### Work item
Write out every entry word for word.

--- Available data Enclosed Below ---

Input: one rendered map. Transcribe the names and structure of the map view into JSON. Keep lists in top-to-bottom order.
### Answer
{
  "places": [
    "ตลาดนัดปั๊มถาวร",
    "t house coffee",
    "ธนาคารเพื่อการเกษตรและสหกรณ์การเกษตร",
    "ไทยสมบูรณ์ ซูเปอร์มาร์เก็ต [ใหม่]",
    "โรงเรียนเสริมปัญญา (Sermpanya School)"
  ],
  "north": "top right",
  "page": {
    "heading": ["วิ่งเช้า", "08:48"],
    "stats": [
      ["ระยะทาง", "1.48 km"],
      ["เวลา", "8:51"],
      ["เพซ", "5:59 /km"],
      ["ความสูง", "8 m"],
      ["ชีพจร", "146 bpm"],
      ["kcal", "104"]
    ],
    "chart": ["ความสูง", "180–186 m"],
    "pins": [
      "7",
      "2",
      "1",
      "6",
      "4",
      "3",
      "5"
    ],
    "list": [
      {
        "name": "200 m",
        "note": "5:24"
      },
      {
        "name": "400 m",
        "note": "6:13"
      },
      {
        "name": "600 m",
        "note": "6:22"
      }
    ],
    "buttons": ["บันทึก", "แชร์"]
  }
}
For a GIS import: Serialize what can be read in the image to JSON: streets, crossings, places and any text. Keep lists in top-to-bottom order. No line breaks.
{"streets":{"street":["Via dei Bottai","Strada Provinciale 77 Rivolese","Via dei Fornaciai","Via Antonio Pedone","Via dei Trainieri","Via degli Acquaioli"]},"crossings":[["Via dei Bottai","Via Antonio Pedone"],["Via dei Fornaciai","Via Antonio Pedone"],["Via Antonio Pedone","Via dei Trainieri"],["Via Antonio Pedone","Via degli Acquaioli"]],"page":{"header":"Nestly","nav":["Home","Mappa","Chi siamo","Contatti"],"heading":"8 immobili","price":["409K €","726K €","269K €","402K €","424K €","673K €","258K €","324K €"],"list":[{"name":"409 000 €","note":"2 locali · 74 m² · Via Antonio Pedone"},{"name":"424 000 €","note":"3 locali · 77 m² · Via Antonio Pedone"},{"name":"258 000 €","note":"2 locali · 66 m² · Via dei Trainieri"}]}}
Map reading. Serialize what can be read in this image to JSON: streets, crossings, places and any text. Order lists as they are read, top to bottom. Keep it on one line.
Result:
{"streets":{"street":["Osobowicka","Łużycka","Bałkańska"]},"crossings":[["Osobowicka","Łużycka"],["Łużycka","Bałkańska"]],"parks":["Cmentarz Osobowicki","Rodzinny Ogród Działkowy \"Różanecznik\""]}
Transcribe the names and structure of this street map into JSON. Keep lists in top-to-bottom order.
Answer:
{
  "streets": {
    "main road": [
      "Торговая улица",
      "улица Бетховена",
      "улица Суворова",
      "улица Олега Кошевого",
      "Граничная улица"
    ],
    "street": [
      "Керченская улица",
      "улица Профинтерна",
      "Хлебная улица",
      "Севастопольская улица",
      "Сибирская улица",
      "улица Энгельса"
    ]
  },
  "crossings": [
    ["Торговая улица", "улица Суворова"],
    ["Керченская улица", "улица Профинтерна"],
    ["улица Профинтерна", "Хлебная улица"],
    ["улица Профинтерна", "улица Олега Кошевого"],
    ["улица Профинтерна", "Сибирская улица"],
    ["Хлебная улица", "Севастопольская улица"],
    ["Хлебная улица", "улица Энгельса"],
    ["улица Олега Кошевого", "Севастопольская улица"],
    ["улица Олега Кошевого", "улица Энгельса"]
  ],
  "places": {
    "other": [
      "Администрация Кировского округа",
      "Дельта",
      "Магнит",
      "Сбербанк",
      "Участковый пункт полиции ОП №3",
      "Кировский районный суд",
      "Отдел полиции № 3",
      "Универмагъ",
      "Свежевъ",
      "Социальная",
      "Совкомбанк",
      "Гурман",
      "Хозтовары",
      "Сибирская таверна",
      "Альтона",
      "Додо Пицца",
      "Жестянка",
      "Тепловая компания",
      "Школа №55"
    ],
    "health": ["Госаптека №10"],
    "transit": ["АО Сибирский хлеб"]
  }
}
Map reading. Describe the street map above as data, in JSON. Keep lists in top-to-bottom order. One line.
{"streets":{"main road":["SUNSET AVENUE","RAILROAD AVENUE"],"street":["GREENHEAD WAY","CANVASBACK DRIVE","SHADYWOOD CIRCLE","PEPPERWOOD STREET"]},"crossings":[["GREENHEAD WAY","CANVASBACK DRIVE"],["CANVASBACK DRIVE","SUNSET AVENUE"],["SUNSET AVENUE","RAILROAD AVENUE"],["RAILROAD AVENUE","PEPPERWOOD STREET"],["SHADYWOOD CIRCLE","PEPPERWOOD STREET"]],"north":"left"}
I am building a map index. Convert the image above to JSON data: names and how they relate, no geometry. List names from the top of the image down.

--- End of Enclosed Available data ---

### Solution
Input: one rendered map. Transcribe the names and structure of the map view into JSON. Keep lists in top-to-bottom order.
### Answer
{
  "places": [
    "ตลาดนัดปั๊มถาวร",
    "t house coffee",
    "ธนาคารเพื่อการเกษตรและสหกรณ์การเกษตร",
    "ไทยสมบูรณ์ ซูเปอร์มาร์เก็ต [ใหม่]",
    "โรงเรียนเสริมปัญญา (Sermpanya School)"
  ],
  "north": "top right",
  "page": {
    "heading": ["วิ่งเช้า", "08:48"],
    "stats": [
      ["ระยะทาง", "1.48 km"],
      ["เวลา", "8:51"],
      ["เพซ", "5:59 /km"],
      ["ความสูง", "8 m"],
      ["ชีพจร", "146 bpm"],
      ["kcal", "104"]
    ],
    "chart": ["ความสูง", "180–186 m"],
    "pins": [
      "7",
      "2",
      "1",
      "6",
      "4",
      "3",
      "5"
    ],
    "list": [
      {
        "name": "200 m",
        "note": "5:24"
      },
      {
        "name": "400 m",
        "note": "6:13"
      },
      {
        "name": "600 m",
        "note": "6:22"
      }
    ],
    "buttons": ["บันทึก", "แชร์"]
  }
}
For a GIS import: Serialize what can be read in the image to JSON: streets, crossings, places and any text. Keep lists in top-to-bottom order. No line breaks.
{"streets":{"street":["Via dei Bottai","Strada Provinciale 77 Rivolese","Via dei Fornaciai","Via Antonio Pedone","Via dei Trainieri","Via degli Acquaioli"]},"crossings":[["Via dei Bottai","Via Antonio Pedone"],["Via dei Fornaciai","Via Antonio Pedone"],["Via Antonio Pedone","Via dei Trainieri"],["Via Antonio Pedone","Via degli Acquaioli"]],"page":{"header":"Nestly","nav":["Home","Mappa","Chi siamo","Contatti"],"heading":"8 immobili","price":["409K €","726K €","269K €","402K €","424K €","673K €","258K €","324K €"],"list":[{"name":"409 000 €","note":"2 locali · 74 m² · Via Antonio Pedone"},{"name":"424 000 €","note":"3 locali · 77 m² · Via Antonio Pedone"},{"name":"258 000 €","note":"2 locali · 66 m² · Via dei Trainieri"}]}}
Map reading. Serialize what can be read in this image to JSON: streets, crossings, places and any text. Order lists as they are read, top to bottom. Keep it on one line.
Result:
{"streets":{"street":["Osobowicka","Łużycka","Bałkańska"]},"crossings":[["Osobowicka","Łużycka"],["Łużycka","Bałkańska"]],"parks":["Cmentarz Osobowicki","Rodzinny Ogród Działkowy \"Różanecznik\""]}
Transcribe the names and structure of this street map into JSON. Keep lists in top-to-bottom order.
Answer:
{
  "streets": {
    "main road": [
      "Торговая улица",
      "улица Бетховена",
      "улица Суворова",
      "улица Олега Кошевого",
      "Граничная улица"
    ],
    "street": [
      "Керченская улица",
      "улица Профинтерна",
      "Хлебная улица",
      "Севастопольская улица",
      "Сибирская улица",
      "улица Энгельса"
    ]
  },
  "crossings": [
    ["Торговая улица", "улица Суворова"],
    ["Керченская улица", "улица Профинтерна"],
    ["улица Профинтерна", "Хлебная улица"],
    ["улица Профинтерна", "улица Олега Кошевого"],
    ["улица Профинтерна", "Сибирская улица"],
    ["Хлебная улица", "Севастопольская улица"],
    ["Хлебная улица", "улица Энгельса"],
    ["улица Олега Кошевого", "Севастопольская улица"],
    ["улица Олега Кошевого", "улица Энгельса"]
  ],
  "places": {
    "other": [
      "Администрация Кировского округа",
      "Дельта",
      "Магнит",
      "Сбербанк",
      "Участковый пункт полиции ОП №3",
      "Кировский районный суд",
      "Отдел полиции № 3",
      "Универмагъ",
      "Свежевъ",
      "Социальная",
      "Совкомбанк",
      "Гурман",
      "Хозтовары",
      "Сибирская таверна",
      "Альтона",
      "Додо Пицца",
      "Жестянка",
      "Тепловая компания",
      "Школа №55"
    ],
    "health": ["Госаптека №10"],
    "transit": ["АО Сибирский хлеб"]
  }
}
Map reading. Describe the street map above as data, in JSON. Keep lists in top-to-bottom order. One line.
{"streets":{"main road":["SUNSET AVENUE","RAILROAD AVENUE"],"street":["GREENHEAD WAY","CANVASBACK DRIVE","SHADYWOOD CIRCLE","PEPPERWOOD STREET"]},"crossings":[["GREENHEAD WAY","CANVASBACK DRIVE"],["CANVASBACK DRIVE","SUNSET AVENUE"],["SUNSET AVENUE","RAILROAD AVENUE"],["RAILROAD AVENUE","PEPPERWOOD STREET"],["SHADYWOOD CIRCLE","PEPPERWOOD STREET"]],"north":"left"}
I am building a map index. Convert the image above to JSON data: names and how they relate, no geometry. List names from the top of the image down.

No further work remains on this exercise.